Lors de son audience publique de ce 21 octobre 2021, la Cour de cassation a rendu un arrêt qu’il nous paraît intéressant de signaler à l’attention de nos lecteurs.
En l’espèce, un homme marié en Algérie en février 1995 avait contracté un second mariage en France en octobre 2002. Ce second mariage avait été annulé en avril 2013 pour cause de bigamie de l’époux mais reconnu putatif à l’égard de la seconde épouse.

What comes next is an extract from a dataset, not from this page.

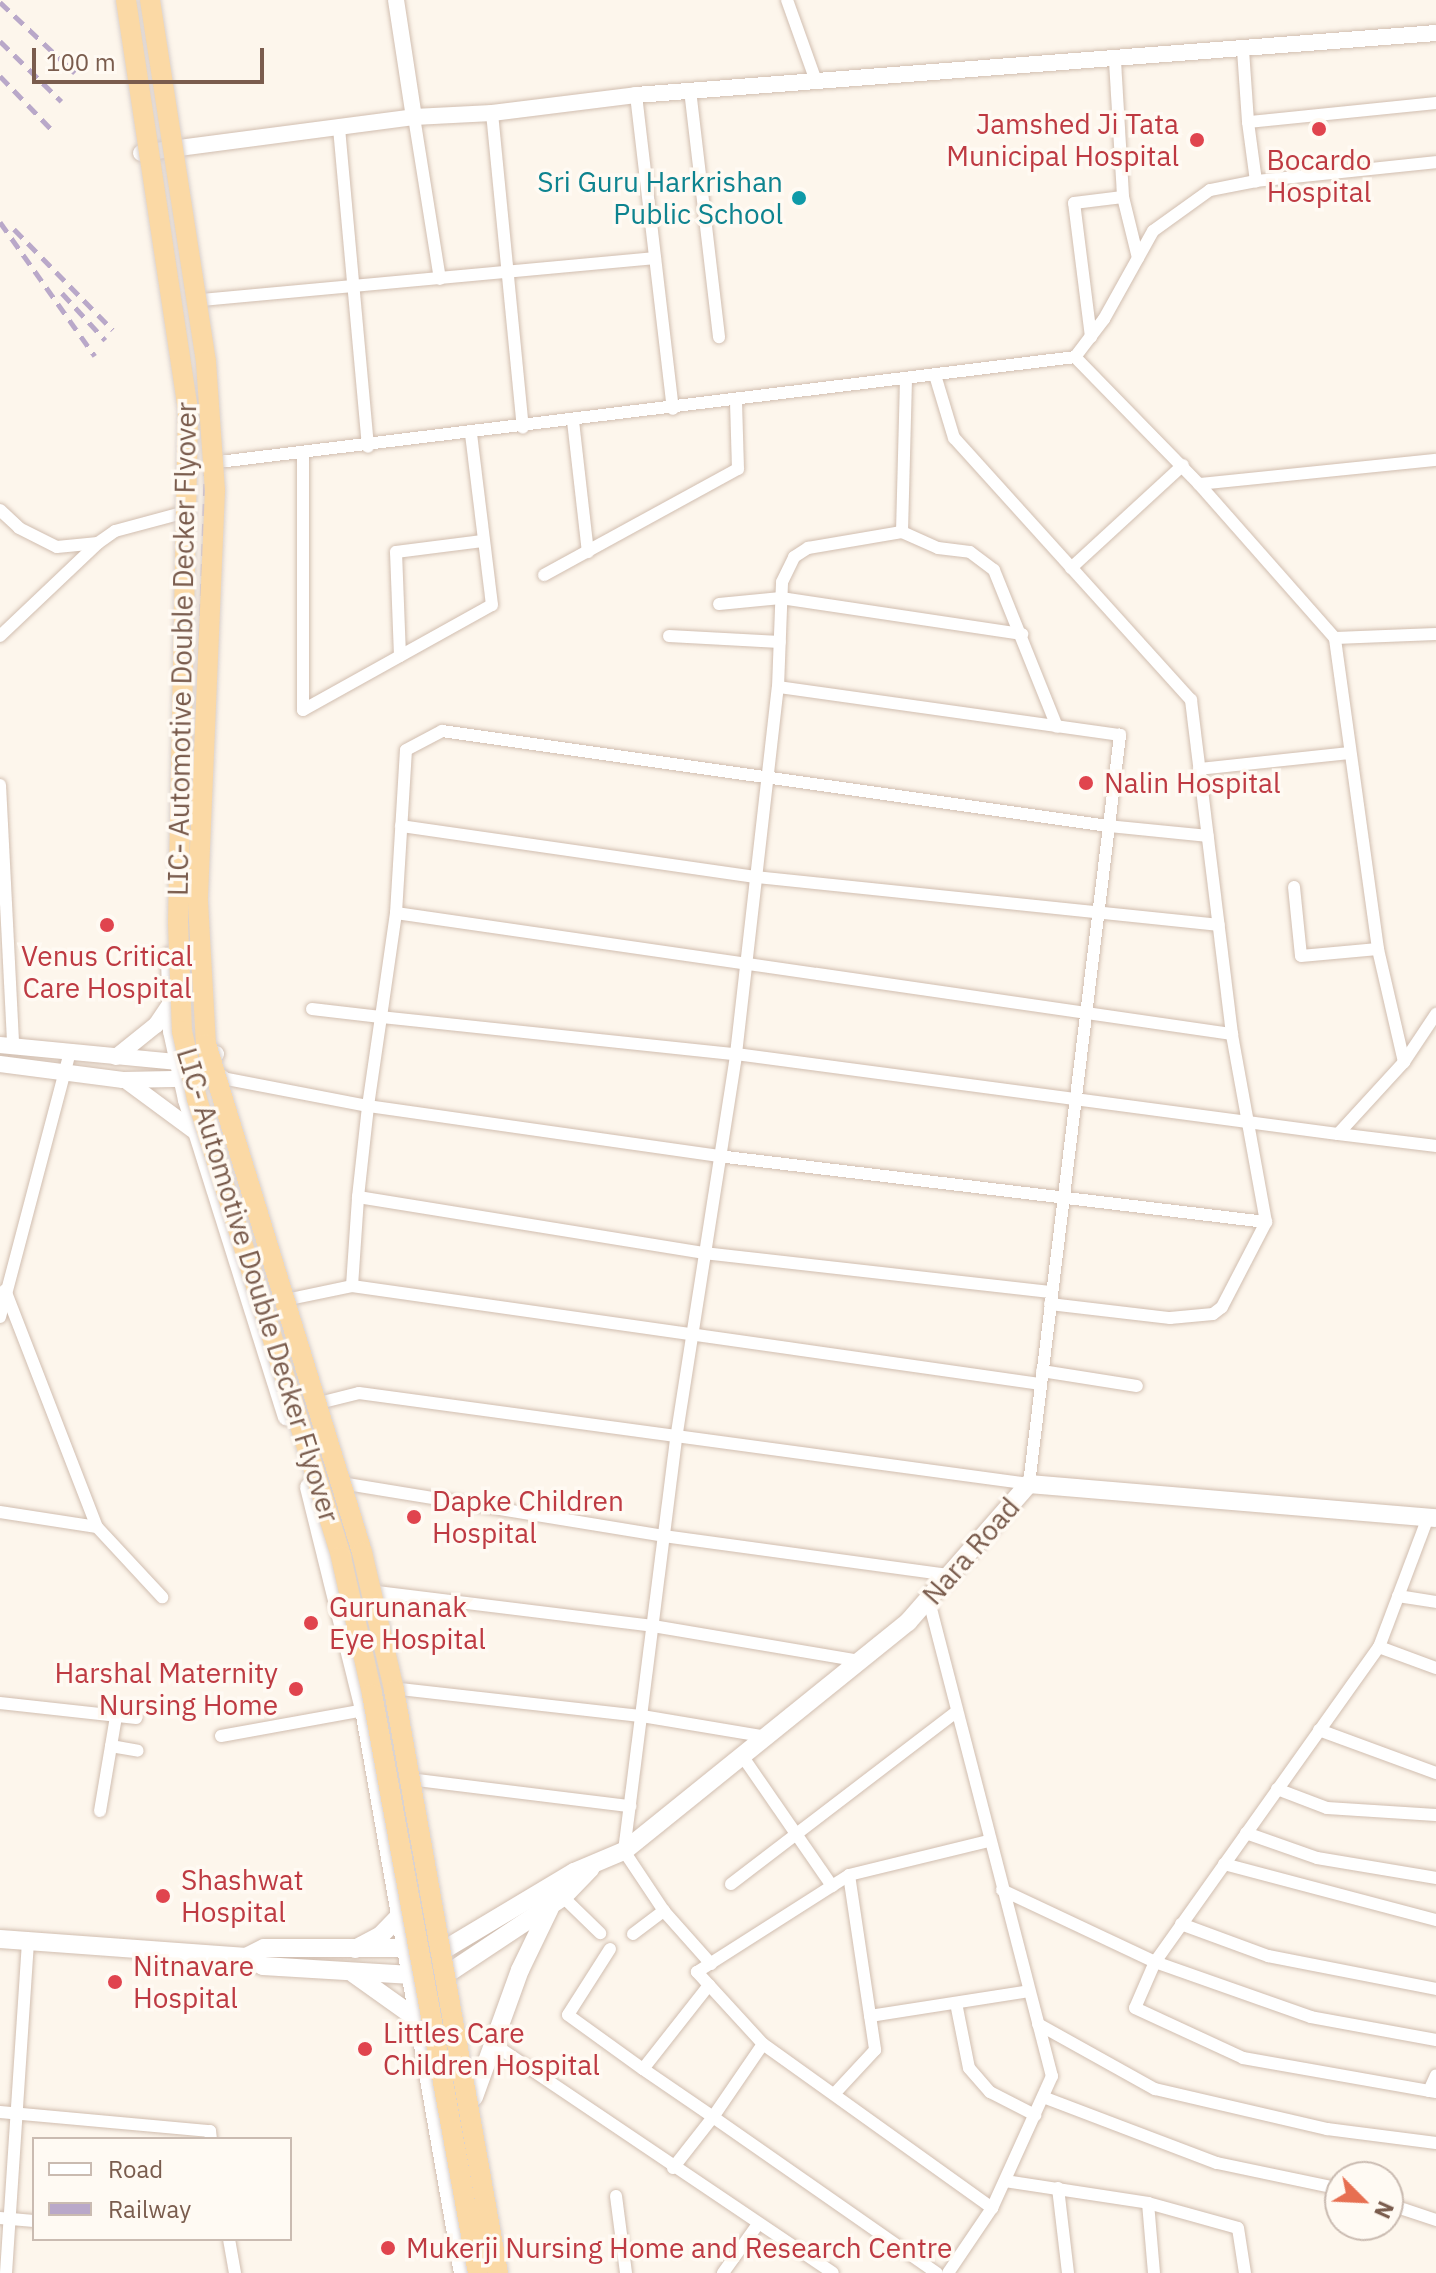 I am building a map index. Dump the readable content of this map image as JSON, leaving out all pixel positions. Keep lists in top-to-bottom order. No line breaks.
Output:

L’homme étant décédé en décembre 2013, la seconde épouse avait demandé le bénéfice de la pension de réversion, mais la Caisse nationale d’assurance vieillesse le lui avait refusé.
La seconde épouse avait saisi d’un recours une juridiction de sécurité sociale, et la cour d’appel de Versailles avait ordonné en septembre 2019 à la Caisse nationale d’assurance vieillesse de lui payer des droits à la retraite de réversion selon la répartition de 68 mois (50 % de la durée du second mariage) sur 229 mois (durée du premier mariage), et de réviser les droits à la retraite de réversion de la première épouse selon la répartition de 161 mois (durée du premier mariage moins 50 % de la durée du second mariage) sur 229 mois.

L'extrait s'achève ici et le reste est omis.